Laryssa broke into peals of laughter. Perhaps she suspected the truth more quickly than I did. But I was still, I suppose in some ways, ignorant of the ways of the world. What happened each year apparently was this: All the hunters and trappers in the area took their furs into the collective at the little town of Velinsky just outside Pechora. It appears Velinsky is a true Siberian town, although we were just east of the Ural Mountains. From Zityakin’s account it is one long main street through which the branchline railway runs with clapboard houses on either side. Behind the houses are a few other streets, a Lenin Square and a blue-and-gold domed church of St. Gregory-by-the-Bridge.

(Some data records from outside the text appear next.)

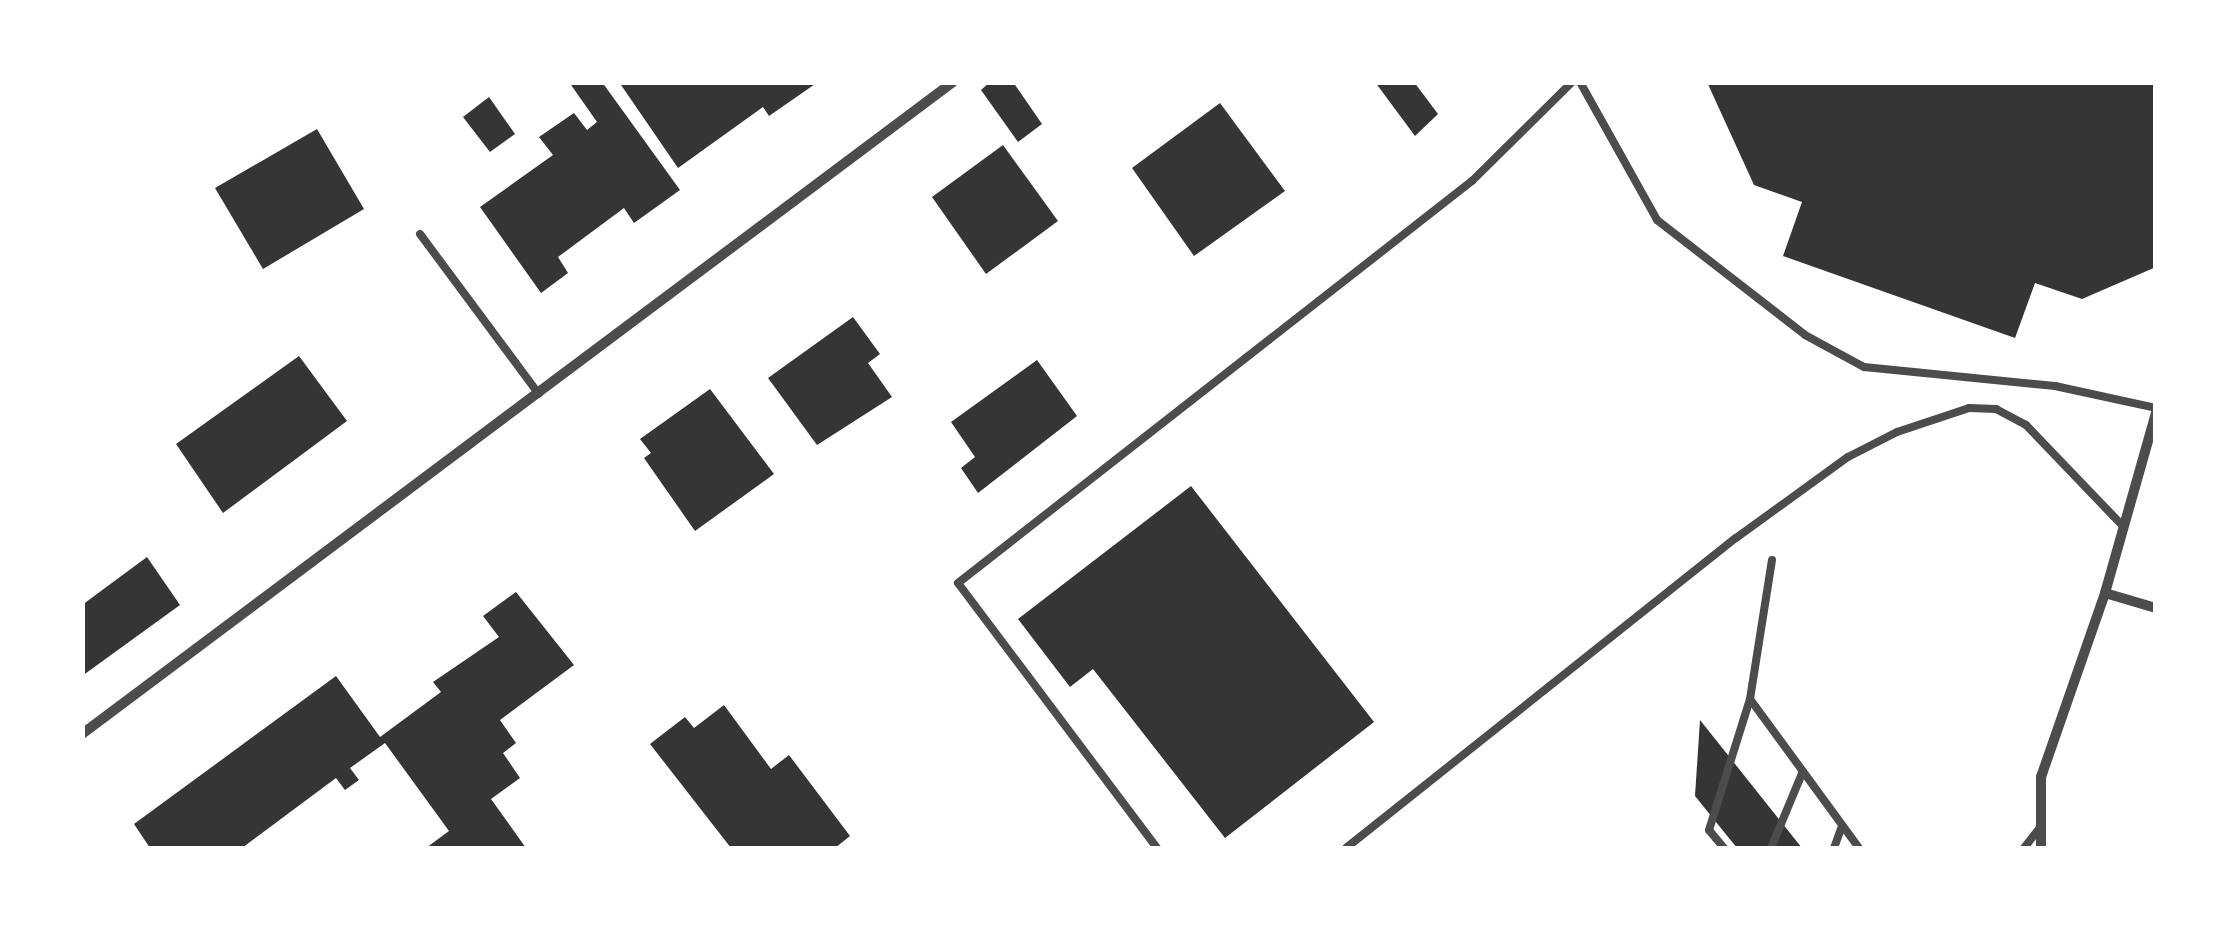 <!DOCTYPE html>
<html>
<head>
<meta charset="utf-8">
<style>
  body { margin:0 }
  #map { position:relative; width:2238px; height:931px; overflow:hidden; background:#fff; font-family:"DM Sans",sans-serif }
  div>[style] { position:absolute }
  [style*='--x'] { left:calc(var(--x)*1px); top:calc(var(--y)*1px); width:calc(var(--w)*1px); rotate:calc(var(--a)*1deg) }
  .building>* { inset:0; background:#353535 }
  .service>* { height:8px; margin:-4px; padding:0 4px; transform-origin:4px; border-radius:4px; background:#4c4c4c }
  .minor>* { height:10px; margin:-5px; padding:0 5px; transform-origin:5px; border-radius:5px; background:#4c4c4c }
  span { translate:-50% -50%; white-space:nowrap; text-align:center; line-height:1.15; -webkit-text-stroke:8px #fff; paint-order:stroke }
  .frame { position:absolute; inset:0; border:85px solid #fff; pointer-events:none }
</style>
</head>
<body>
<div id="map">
  <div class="building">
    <div style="clip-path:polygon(569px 82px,602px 82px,680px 190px,634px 223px,624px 208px,558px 257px,568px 273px,541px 293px,480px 207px,553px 155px,539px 137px,574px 113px,587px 130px,597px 122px)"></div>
    <div style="clip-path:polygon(619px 82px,818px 82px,769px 116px,763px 107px,678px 168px)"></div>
    <div style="clip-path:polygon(990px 82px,1013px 82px,1042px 124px,1018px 142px,981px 90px)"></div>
    <div style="clip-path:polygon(1375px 82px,1414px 82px,1438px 114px,1415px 136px)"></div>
    <div style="clip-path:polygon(1707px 82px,2156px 82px,2156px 267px,2082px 299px,2035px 283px,2015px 338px,1783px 256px,1802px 202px,1754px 185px)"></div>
    <div style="clip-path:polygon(489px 97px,515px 134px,490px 152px,463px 117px)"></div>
    <div style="clip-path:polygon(1220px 103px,1285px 191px,1194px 256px,1132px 168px)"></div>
    <div style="clip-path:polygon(317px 129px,364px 209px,263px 269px,215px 188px)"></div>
    <div style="clip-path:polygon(1003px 145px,1058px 221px,986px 274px,932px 197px)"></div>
    <div style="clip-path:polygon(853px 317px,880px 354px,868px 363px,892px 397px,817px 445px,768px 378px)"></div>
    <div style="clip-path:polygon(299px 356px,347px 421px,223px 513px,176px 444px)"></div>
    <div style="clip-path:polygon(1037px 360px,1077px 416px,978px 493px,961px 468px,975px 457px,951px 422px)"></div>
    <div style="clip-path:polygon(710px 389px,774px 474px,695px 531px,644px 458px,651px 453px,640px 439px)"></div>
    <div style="clip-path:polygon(1191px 486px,1374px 722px,1225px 838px,1093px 669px,1070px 687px,1018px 619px)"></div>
    <div style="clip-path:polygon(147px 557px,180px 605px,82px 676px,82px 605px)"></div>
    <div style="clip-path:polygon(516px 592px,574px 665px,500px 720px,516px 743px,503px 753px,520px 778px,491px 799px,526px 848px,426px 848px,449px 831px,385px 743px,350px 768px,359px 780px,345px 790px,336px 778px,242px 848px,150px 848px,134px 824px,336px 676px,380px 737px,441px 692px,433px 682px,499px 637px,483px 616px)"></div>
    <div style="clip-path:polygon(724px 705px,771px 769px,789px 755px,850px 836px,835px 848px,731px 848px,650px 744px,685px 717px,694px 728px)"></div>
    <div style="clip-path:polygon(1700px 720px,1802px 848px,1737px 848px,1695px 796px)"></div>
  </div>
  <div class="service">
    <div style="--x:1580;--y:82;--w:158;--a:60.8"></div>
    <div style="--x:1657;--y:220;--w:187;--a:37.8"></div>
    <div style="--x:1805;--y:335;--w:67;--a:28.5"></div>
    <div style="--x:1864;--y:367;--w:192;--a:5.7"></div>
    <div style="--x:2055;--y:386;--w:103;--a:12.3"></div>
    <div style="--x:420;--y:234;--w:199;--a:53.4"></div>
    <div style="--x:1772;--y:560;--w:141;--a:99"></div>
    <div style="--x:1750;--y:699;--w:185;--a:53.8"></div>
    <div style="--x:1157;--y:848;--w:331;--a:-126.9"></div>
    <div style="--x:958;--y:583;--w:653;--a:-38.03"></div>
    <div style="--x:1472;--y:181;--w:141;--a:-44.7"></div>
    <div style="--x:1346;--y:848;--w:498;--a:-38.5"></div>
    <div style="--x:1736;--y:538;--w:138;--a:-35.9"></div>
    <div style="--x:1848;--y:457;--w:55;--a:-27"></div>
    <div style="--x:1897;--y:432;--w:76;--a:-18.4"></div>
    <div style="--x:1969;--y:408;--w:27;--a:2"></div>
    <div style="--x:1996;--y:409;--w:34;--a:28"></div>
    <div style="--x:2026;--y:425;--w:140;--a:46.2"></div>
    <div style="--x:1724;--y:848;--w:23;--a:-130"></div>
    <div style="--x:1709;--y:830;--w:137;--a:-72.6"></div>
    <div style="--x:1771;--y:848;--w:83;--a:-67.4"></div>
    <div style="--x:1834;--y:848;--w:23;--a:-70"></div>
    <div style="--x:2024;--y:848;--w:28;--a:-52"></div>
  </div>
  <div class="minor">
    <div style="--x:2105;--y:593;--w:53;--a:16.4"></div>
    <div style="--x:82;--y:734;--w:1088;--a:-36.82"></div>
    <div style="--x:2041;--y:848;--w:71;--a:-90"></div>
    <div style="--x:2041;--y:777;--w:195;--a:-70.8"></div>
    <div style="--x:2105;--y:593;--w:187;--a:-74.2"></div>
  </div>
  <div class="frame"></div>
</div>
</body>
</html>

There is no bridge but the church is full each morning.
Somewhere behind Lenin Square is the building of the Hunters’ and Trappers’ Collective. There every spring men like Zityakin drive by sleigh two weeks before the snow melts (it seems they can tell without difficulty) and exchange their furs for money and food.
In his description of the town Zityakin had failed to mention the marketplace, and if a grizzled old man can blush, he did when we, mostly Laryssa, pressed him about his spring outing. In the market you could buy, any morning in spring, a live suckling pig or a plump chicken. But you could also buy, with your pocketful of rubles, any of the market women standing behind the stalls.
It had been a way of life since long before the coming of the railway, Zityakin insisted. In the old days perhaps the menfolk were away doing serf-service for the landowner, but now the railway employed almost every able-bodied man in the little community, and whether the men arranged it themselves or the spring schedule demanded it, there were precious few married men in Velinsky when the hunters came to town.
You bought, it appeared, a woman (how he complained at the rising prices) for a week. She took you to her izba, cooked and cleaned for you, and you both shared the bed over the stove at night, children in the room as well, like as not. If you stayed two weeks, it was acceptable to take another woman after the first Sunday. If not, your first choice should be stood by, or the good woman of Velinsky would lose face before her neighbors.